Summary: Bare Bones

Kaysen sees the hospital as a place of both shelter and captivity. Confined to the ward, the girls can avoid taking responsibility for schoolwork, parents’ wishes, and jobs. The patients’ families pay hefty fees for their children’s treatment. Kaysen wonders whether she and her fellow patients are confined to the hospital in place of all the other crazy people in their families. Torrey, a new patient from Mexico with an amphetamine habit, joins the ward. Torrey’s parents blame her for her addiction and the troubles in their family, including her mother’s alcoholism. Torrey is happy to be at McLean, away from Mexico, drugs, and her abusive family. Eventually, Torrey’s parents come to take her home, and Lisa hatches an escape plan. The girls pool their money while Lisa causes a scene to ensure that Torrey will travel to the airport with only one nurse. Torrey is uncertain and scared, despite Lisa’s assurances. But Valerie is a step ahead of Lisa and gives Torrey Thorazine, a powerful sedative, to keep her from running away. After Torrey’s departure, the girls are overcome by boredom. They devise a plan to circulate around the ward according to a schedule. Kaysen becomes preoccupied with her hand and wonders whether it has any bones in it. She begins to scratch at her hand, trying to tear off the skin to examine the inside. Georgina finds Valerie, who rushes in with Thorazine. As the drug’s effects wash over her, Kaysen takes comfort in the fact that she is finally demonstrably mentally ill and won’t have to leave the hospital.

Summary: Dental Health

Kaysen is stricken with a wisdom tooth infection. Valerie takes her to the hospital dentist, who recommends surgery to treat the abscess. Kaysen refuses, and Valerie quietly supports her by suggesting antibiotics to the dentist. Valerie later commends Kaysen for refusing treatment by the McLean dentist. The infection subsides with a course of penicillin, but Kaysen has an allergic reaction to the antibiotic. Valerie suggests that Kaysen visit a dentist in Boston. The girls are excited about Kaysen’s impending trip into the city and propose ideas for what she should do while outside the hospital. After the surgery, Kaysen demands to know how long she was unconscious. The doctor is confused by Kaysen’s adamant questioning. “It’s my time and I need to know how much it was,” she shouts. Kaysen cries at the thought that she will never know how much time she lost.

Analysis

The chapter title “Bare Bones” articulates the conflicting sensations of total helplessness and freedom that Kaysen feels as a patient at McLean. “In a strange way we were free,” she says. “We had nothing more to lose.” Stripped of self-determination, the girls respond by embracing the slim protections offered by their confinement.

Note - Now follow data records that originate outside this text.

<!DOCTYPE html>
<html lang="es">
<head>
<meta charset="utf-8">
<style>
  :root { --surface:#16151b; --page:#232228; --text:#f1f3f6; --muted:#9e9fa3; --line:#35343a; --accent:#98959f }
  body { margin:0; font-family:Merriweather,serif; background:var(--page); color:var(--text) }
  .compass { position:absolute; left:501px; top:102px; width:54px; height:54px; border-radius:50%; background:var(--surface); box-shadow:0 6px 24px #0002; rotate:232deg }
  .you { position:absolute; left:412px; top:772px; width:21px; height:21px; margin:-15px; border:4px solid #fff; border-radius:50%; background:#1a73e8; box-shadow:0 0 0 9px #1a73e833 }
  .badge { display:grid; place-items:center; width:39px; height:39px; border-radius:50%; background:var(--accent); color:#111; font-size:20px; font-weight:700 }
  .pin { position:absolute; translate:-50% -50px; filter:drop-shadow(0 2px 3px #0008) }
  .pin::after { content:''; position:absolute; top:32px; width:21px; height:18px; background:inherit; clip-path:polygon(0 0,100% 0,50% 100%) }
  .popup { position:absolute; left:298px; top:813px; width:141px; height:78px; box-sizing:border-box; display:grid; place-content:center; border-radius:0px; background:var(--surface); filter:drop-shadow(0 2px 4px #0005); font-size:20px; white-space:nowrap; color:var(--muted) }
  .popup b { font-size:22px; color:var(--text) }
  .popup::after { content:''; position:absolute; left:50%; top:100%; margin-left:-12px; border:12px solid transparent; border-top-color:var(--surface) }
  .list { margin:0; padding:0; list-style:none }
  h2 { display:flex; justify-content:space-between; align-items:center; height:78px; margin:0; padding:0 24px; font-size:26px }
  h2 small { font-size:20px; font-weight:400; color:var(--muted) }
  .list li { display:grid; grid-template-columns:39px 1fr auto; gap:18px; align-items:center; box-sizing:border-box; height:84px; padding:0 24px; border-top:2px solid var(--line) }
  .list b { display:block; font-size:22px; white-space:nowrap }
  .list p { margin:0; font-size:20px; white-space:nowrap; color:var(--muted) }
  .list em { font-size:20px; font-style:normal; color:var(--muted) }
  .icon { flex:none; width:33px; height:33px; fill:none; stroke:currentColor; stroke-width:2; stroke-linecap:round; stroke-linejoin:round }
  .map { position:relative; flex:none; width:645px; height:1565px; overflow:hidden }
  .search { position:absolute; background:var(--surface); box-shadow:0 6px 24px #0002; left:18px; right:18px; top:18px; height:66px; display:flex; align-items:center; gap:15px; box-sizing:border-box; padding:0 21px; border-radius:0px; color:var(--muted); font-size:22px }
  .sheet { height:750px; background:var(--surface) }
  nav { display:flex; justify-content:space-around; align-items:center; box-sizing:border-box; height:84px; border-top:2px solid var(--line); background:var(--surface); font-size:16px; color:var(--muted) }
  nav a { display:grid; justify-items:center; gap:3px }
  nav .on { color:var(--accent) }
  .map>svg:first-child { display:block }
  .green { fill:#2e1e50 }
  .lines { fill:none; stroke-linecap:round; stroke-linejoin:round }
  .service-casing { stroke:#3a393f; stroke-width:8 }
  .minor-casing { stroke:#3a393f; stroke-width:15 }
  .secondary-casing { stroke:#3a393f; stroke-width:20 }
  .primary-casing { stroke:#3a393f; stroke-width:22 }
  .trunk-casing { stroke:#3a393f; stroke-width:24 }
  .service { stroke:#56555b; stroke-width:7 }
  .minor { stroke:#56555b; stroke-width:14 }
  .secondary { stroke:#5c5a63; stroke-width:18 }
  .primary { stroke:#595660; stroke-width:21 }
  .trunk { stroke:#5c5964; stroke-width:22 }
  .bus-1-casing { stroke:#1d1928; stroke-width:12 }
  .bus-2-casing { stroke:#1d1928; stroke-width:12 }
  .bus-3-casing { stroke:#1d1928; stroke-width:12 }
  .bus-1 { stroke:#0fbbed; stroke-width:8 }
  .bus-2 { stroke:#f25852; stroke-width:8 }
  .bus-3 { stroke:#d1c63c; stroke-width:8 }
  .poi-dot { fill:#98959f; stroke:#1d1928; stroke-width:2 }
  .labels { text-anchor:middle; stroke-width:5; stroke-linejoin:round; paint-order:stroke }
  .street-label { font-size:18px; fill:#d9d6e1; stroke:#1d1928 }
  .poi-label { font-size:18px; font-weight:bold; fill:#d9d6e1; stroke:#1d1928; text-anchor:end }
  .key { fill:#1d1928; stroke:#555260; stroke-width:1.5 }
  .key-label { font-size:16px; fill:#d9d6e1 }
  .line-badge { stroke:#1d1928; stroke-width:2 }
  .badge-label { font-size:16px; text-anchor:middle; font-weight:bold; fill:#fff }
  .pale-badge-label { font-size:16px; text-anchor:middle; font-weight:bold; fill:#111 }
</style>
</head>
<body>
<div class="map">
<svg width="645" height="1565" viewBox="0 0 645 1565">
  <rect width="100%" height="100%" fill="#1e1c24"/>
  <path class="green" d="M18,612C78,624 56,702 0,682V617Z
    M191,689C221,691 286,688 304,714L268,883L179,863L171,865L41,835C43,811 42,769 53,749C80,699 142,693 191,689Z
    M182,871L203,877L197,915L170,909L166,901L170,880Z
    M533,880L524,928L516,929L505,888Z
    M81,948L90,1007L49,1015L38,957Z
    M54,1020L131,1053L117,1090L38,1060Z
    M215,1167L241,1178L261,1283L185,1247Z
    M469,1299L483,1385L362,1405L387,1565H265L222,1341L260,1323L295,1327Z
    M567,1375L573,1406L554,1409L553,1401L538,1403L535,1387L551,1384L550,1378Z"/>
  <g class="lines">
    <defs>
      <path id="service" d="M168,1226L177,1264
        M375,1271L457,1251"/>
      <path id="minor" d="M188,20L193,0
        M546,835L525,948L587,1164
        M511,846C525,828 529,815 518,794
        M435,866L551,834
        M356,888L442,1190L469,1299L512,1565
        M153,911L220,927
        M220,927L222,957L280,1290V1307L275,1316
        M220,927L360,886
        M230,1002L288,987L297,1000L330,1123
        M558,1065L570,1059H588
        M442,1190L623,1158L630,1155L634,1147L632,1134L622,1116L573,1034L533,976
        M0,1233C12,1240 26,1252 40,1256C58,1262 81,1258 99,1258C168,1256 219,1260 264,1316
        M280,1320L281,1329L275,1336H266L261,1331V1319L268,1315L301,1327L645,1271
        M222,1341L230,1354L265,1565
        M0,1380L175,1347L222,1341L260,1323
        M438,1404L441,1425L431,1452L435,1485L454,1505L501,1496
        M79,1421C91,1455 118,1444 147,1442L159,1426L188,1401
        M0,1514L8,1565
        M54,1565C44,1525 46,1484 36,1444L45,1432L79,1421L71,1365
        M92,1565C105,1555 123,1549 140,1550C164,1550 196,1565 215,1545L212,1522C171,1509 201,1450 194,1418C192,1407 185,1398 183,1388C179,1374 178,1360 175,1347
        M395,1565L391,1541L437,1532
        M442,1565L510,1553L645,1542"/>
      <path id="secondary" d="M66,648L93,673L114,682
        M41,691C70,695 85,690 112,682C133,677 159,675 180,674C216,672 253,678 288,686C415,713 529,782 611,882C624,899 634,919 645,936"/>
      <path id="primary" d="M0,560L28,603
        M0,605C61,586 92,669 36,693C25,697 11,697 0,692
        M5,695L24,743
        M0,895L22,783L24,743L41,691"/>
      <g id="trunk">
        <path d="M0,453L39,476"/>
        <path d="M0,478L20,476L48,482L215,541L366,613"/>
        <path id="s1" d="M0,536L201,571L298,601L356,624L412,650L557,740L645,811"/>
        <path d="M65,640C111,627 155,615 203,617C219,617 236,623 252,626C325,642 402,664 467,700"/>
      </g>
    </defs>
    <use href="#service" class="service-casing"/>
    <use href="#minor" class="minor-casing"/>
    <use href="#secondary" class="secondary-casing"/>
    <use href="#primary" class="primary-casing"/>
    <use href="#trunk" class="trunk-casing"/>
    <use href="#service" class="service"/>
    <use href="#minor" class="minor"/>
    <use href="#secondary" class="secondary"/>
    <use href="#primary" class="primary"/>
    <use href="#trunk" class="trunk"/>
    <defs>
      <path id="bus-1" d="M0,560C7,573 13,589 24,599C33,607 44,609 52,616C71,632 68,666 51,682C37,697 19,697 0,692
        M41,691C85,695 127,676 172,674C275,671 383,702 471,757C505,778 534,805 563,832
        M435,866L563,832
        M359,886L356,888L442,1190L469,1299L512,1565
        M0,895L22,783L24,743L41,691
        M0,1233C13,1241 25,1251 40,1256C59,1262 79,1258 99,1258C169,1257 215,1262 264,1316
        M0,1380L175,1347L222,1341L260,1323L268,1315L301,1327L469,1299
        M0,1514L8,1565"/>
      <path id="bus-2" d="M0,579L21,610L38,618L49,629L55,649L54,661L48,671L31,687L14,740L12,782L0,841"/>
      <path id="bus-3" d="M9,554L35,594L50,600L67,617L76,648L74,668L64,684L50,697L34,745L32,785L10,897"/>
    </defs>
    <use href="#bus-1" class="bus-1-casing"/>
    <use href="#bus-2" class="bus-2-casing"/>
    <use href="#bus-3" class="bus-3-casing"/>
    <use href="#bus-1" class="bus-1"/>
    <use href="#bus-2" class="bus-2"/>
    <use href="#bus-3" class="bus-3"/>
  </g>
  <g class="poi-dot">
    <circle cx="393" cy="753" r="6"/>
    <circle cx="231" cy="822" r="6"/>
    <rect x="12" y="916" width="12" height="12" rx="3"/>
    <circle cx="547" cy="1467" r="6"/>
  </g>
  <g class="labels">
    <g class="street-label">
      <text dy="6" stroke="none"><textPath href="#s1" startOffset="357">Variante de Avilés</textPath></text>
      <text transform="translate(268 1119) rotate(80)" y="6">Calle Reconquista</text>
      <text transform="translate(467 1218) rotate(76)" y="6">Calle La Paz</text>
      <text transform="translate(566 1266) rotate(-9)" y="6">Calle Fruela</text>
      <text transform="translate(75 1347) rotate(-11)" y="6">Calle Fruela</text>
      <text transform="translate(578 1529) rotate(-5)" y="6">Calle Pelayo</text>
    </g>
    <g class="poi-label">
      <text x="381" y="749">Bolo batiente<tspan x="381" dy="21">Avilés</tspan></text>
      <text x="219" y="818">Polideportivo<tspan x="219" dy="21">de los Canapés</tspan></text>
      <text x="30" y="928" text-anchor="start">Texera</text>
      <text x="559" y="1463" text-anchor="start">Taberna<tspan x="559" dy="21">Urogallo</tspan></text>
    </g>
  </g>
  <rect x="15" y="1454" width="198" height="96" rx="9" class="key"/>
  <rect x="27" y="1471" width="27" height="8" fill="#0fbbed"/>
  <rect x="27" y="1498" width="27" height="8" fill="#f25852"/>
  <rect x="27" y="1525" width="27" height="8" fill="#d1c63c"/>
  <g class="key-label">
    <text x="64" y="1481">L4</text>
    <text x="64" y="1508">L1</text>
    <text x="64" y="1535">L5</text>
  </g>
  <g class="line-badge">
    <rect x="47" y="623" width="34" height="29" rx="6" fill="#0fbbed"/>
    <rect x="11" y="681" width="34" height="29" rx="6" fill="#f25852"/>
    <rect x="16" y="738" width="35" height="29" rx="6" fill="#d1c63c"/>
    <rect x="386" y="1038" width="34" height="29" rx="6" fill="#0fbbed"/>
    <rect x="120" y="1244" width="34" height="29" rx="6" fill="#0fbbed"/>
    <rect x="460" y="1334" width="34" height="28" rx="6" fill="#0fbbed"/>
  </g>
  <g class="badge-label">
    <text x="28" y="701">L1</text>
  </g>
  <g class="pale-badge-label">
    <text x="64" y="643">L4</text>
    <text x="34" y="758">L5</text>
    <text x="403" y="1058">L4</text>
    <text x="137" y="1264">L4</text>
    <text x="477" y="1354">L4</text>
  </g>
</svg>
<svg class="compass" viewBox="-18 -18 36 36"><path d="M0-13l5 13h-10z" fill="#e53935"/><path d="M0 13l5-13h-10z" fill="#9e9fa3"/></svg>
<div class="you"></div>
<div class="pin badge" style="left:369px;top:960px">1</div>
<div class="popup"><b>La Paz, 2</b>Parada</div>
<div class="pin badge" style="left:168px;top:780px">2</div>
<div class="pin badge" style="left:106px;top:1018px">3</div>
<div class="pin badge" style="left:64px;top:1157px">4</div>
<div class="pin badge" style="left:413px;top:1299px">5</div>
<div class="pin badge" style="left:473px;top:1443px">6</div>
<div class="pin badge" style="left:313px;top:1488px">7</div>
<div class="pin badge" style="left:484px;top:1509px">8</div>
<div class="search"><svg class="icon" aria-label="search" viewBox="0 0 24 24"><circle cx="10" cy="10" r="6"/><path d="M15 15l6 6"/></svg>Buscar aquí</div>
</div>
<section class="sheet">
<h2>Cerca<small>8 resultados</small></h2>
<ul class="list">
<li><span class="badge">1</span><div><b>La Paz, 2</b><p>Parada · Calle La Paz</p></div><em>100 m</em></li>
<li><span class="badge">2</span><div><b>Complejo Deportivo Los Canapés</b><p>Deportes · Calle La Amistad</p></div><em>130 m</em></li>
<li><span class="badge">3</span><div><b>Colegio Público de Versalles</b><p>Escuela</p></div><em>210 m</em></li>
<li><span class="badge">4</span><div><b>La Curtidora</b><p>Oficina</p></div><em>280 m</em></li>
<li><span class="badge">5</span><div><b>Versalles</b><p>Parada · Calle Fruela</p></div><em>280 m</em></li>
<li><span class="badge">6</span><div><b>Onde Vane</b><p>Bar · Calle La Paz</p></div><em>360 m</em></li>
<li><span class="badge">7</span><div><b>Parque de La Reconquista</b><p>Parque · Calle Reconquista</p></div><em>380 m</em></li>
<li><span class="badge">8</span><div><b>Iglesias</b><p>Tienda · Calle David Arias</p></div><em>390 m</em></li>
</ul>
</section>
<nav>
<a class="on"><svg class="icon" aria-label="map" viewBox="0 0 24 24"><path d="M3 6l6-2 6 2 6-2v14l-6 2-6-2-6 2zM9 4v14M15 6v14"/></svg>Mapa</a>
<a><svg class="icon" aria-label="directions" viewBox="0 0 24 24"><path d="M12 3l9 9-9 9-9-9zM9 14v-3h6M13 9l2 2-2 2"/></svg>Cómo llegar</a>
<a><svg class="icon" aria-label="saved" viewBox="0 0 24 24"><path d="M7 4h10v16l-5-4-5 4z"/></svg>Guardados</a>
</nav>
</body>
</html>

By claiming to be “too upset,” they can avoid annoyances such as phone calls from parents or visits from outsiders. The girls are able to take some ownership of their powerlessness, hiding behind diagnoses to avoid accountability. The Torrey episode illustrates this strange blend of captivity and freedom. Fleeing her family as much as her drug addiction, Torrey feels liberated by her confinement to the hospital. Here, there are no readily available drugs or dysfunctional parents to tempt or abuse her. The tenuousness of the girls’ control over their own situations is exposed, however, when Lisa hatches a plan to help Torrey escape from her parents, who have come to Boston to return their daughter to Mexico. Despite an impressive performance from Lisa, the nurses halt any escape by using their ultimate weapon: medication. The aftermath of Torrey’s aborted escape leaves the girls in a funk, the fragility of their power exposed. The episode serves as a catalyst for Kaysen’s breakdown. In the most frank admission of mental illness in the book, Kaysen describes her psychic break with reality that leaves her raving and scared. Having yielded to her darkest impulses, she says, Kaysen feels “safe” because “nobody could take [her] out of there.” Kaysen has struggled with a nagging question throughout her stay at McLean: is she actually ill? An odd comfort comes of the realization that she is in fact sick. Exhibiting a form of Stockholm syndrome, a phenomenon in which hostages grow to identify with their captors, Kaysen is relieved that she won’t have to leave the hospital anytime soon.

Kaysen’s trip to the dentist revisits one of the book’s motifs—the importance of time. Upon waking from a routine dental procedure, Kaysen demands to know how much time she spent under anesthesia. Having spent months in an environment in which time is punctuated predictably by routine and nurse checks, Kaysen is hypersensitive to time’s passing. She is acutely aware that she is living outside of time, sidelined while the rest of the world moves on. This realization induces a fixation on the moment-to-moment passage of time as a means of exerting some feeble control over it; if she can measure time, she can track its progress.